Delegates at the International Maritime Organization (IMO) intersessional meeting have agreed draft measures on cutting the carbon intensity from existing ships, amid some acrimony over the discussions as the environmental lobby pressure shipping to do more.
The latest proposals are expected to be agreed at the next Marine Environment Protection Committee (MEPC) 75 set for 16-20 November, but some environmental non-governmental organisations (NGOs) have said that the proposals do not go far enough, while industry figures believe that industry must take an ordered approach to greenhouse gas (GHG) reduction.
According to an IMO statement, there are two new measures in the latest proposals from the intersessional working group, a technical requirement to reduce carbon intensity, based on a new Energy Efficiency Existing Ship Index (EEXI); and the operational carbon intensity reduction requirements, based on a new operational carbon intensity indicator (CII).
“The dual approach aims to address both technical (how the ship is retrofitted and equipped) and operational measures (how the ship operates),” said the IMO statement.
However, environmental groups believe that the draft amendment does not go far enough. European NGO, Transport & Environment (T&E) believes this agreement has seen countries “actively work to undermine the Initial Strategy goals of the International Maritime Organization”.
In undermining the IMO’s own GHG strategy the group believes that those nations have broken their Paris Agreement commitment to reduce emissions sufficiently for industry to meet its obligations to help maintain global warming at 1.5/2degs Centigrade.
T&E’s shipping programme director Faig Abbasov, said, “Governments have ridden roughshod over the Paris Agreement by agreeing a measure that will see ship emissions grow for decades to come. The UN maritime agency again showed the world it can only deliver cosmetic changes. EU countries should work through the European Green Deal to fill the gap left by the IMO.”
John Maggs, president of the Clean Shipping Coalition, which has observer status at the IMO, added, “We urge all countries to reconsider their support for the J/5 decision ahead of MEPC75 this November 16-20, and reject it, unless it can be fundamentally strengthened.”

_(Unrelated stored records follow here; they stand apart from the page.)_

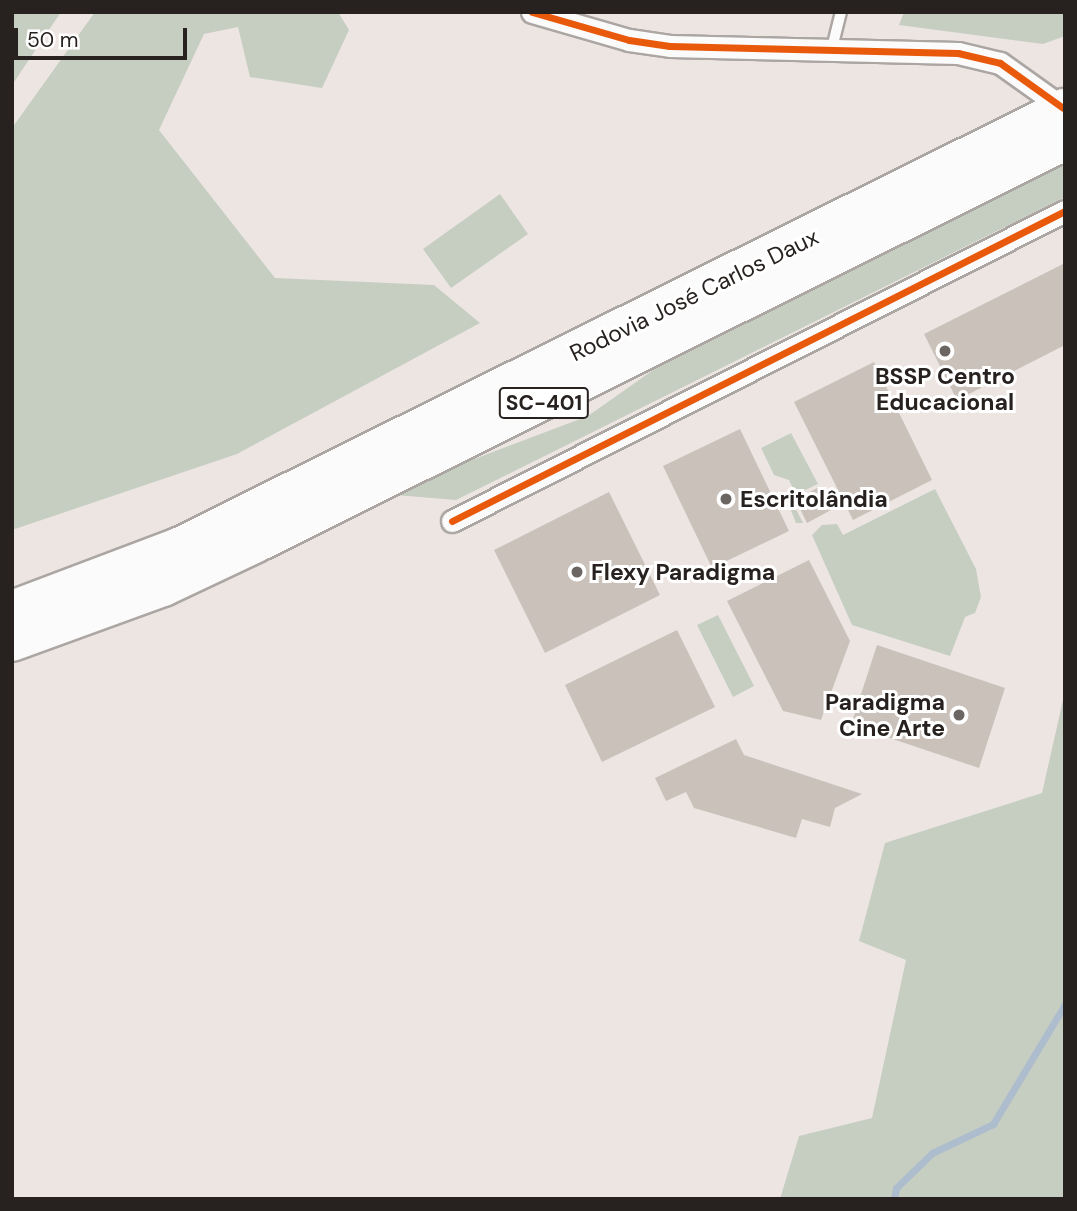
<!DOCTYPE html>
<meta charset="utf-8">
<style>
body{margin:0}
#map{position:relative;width:1077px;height:1211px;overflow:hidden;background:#ede5e2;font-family:"DM Sans",sans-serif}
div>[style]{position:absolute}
.green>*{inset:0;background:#c6cec2}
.stream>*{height:7px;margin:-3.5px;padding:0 3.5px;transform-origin:3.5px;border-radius:3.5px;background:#adbdce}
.building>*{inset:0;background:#c9c1ba}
.roads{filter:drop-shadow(2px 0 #aca6a3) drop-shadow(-2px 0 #aca6a3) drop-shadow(0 2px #aca6a3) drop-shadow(0 -2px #aca6a3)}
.lane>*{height:10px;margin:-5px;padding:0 5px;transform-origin:5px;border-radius:5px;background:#fcfbfb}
.street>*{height:21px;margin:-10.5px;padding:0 10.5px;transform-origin:10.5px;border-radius:10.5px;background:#fcfbfb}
.highway>*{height:38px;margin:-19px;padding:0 19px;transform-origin:19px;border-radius:19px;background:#fcfbfb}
.cycleway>*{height:7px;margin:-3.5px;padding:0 3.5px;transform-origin:3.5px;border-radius:3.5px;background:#e8590c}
.dots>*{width:19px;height:19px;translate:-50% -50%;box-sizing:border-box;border:4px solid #fff;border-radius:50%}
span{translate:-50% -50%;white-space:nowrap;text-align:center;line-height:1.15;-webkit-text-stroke:6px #fff;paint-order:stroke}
.shield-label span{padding:2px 5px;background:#fff;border:2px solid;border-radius:5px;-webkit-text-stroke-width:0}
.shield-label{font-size:21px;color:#27221f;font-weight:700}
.street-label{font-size:23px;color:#27221f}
.poi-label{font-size:23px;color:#27221f;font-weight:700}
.left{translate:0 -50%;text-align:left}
.right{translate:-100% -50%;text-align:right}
.frame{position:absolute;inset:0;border:14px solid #27221f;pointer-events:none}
.scale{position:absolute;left:14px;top:28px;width:173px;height:32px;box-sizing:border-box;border:4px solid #27221f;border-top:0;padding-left:9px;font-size:21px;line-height:24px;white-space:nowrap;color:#27221f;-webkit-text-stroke:5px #fff;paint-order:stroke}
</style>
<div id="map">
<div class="green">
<i style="clip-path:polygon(12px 12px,61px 12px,12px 85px)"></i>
<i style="clip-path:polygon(95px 12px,338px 12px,349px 30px,322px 88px,250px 77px,238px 27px,204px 34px,159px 130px,275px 278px,434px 285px,480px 323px,237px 454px,12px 530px,12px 128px)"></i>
<i style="clip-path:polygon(904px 12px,1065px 12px,1065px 36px,1043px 44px,899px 25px)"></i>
<i style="clip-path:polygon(1065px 159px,1065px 197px,456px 500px,395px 495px,469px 461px,588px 416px,673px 356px)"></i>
<i style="clip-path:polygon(500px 194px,528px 234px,451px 288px,423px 249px)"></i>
<i style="clip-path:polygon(791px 433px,818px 484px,799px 493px,794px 505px,803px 523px,796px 523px,790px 508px,796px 495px,789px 480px,774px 475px,761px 448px)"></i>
<i style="clip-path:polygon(935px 489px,976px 569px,981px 597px,975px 613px,965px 617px,950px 656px,852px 625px,812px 535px,822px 525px,837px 524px,843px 535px)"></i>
<i style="clip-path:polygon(718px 615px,754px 686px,733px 697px,697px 625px)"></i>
<i style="clip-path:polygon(1065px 691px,1065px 1199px,780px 1199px,799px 1136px,872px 1118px,906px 960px,859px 941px,885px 843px,1042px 793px)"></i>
</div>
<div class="stream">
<i style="left:894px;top:1199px;width:11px;rotate:-80deg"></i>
<i style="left:896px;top:1188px;width:50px;rotate:-44.2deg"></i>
<i style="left:932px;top:1153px;width:68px;rotate:-25.4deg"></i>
<i style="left:993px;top:1124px;width:140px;rotate:-59deg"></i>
</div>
<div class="building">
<i style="clip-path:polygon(1065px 263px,1065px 345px,957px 400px,924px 334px)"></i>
<i style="clip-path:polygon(874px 362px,932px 480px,853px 520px,794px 402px)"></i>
<i style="clip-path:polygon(740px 429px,789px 531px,712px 568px,663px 466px)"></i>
<i style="clip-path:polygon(819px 487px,831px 510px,807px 523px,798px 505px,802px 496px)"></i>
<i style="clip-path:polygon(609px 492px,660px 595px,545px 653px,494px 550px)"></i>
<i style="clip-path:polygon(809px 560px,850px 641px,821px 720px,783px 711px,727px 601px)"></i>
<i style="clip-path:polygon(677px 630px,715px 707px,602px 762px,565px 685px)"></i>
<i style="clip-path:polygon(877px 645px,1005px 688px,979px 768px,851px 725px)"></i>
<i style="clip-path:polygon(736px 739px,744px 755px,862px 794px,835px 808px,830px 827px,802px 819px,796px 838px,694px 808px,686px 792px,666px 801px,655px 778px)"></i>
</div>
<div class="roads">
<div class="lane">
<i style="left:832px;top:48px;width:37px;rotate:-76deg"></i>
</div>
<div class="street">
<i style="left:532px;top:12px;width:101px;rotate:16.1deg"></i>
<i style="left:629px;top:40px;width:41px;rotate:8.3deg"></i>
<i style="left:670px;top:46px;width:288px;rotate:1.4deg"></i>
<i style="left:958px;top:53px;width:43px;rotate:13.4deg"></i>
<i style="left:1000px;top:63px;width:77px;rotate:35.5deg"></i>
<i style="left:452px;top:521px;width:687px;rotate:-26.83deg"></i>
</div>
<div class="highway">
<i style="left:12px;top:610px;width:181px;rotate:-20.7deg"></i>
<i style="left:181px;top:546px;width:987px;rotate:-26.36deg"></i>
<i style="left:12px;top:642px;width:161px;rotate:-20deg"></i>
<i style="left:163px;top:587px;width:103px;rotate:-25.3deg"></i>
<i style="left:256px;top:543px;width:903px;rotate:-26.42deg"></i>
</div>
</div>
<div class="cycleway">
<i style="left:532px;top:12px;width:101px;rotate:16.1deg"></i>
<i style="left:629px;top:40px;width:41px;rotate:8.3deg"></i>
<i style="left:670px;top:46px;width:288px;rotate:1.4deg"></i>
<i style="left:958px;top:53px;width:43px;rotate:13.4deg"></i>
<i style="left:1000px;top:63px;width:77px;rotate:35.5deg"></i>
<i style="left:452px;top:521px;width:687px;rotate:-26.83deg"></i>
</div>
<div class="dots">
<i style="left:945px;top:351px;background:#6c6663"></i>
<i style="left:726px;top:499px;background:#6c6663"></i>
<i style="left:577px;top:572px;background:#6c6663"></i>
<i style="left:959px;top:715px;background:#6c6663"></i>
</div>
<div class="shield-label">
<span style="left:544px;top:403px">SC-401</span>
</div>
<div class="street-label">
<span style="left:694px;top:295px;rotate:-26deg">Rodovia José Carlos Daux</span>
</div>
<div class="poi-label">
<span style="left:945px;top:389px">BSSP Centro<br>Educacional</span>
<span class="left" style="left:740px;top:499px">Escritolândia</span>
<span class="left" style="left:591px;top:572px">Flexy Paradigma</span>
<span class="right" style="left:945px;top:715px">Paradigma<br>Cine Arte</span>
</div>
<div class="frame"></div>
<div class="scale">50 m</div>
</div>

An industry official, however, was critical of the environmental lobby criticising them for not understanding the complexity of the issues at hand. According to the official, there is a good deal of detailed technical work that now needs to be understood and completed and that without this work there could well be “unintended consequences.”
“All countries are trying to get things to work, they are all making sure that due process is followed, we can’t throw procedures out of the window,” added the official.
There is a concern on the industry side of the debate that if the environmental lobby is successful there could be a “catastrophic shortage of tonnage by 2023, people could be starving if shipping and the supply chain are disrupted,” she said.
Industry, in the official’s view, must adapt as climate changes take place and try to mitigate the effects of change, there should be a “semi-gradual process,” that leads to adaptation and resilience in the changes and the supply chains, that are “measurable and enforceable, in a way that the Paris Agreement isn’t.”
Already the shipping industry is signing up to targets knowing that the means to meet those targets do not exist.
John Butler, CEO of the World Shipping Council, a carrier representative organisation, stated, “Whilst it is easy to criticise the outcome of the intercessional, it is worth remembering that anything short of a global solution represents long-term failure on climate change. We need to stick with this hard work, but the task is urgent, and we must move further, faster. As long as our only fuel options are carbon based, GHG reductions will be limited. Efficiency is important, but it will not solve the problem.”
Radical reductions in GHG emissions will only come through the implementation of a surcharge on carbon fuel that will develop a US$5 billion R&D fund over the next 10 years. A move that has been criticised by some prominent industry observers as too little too late.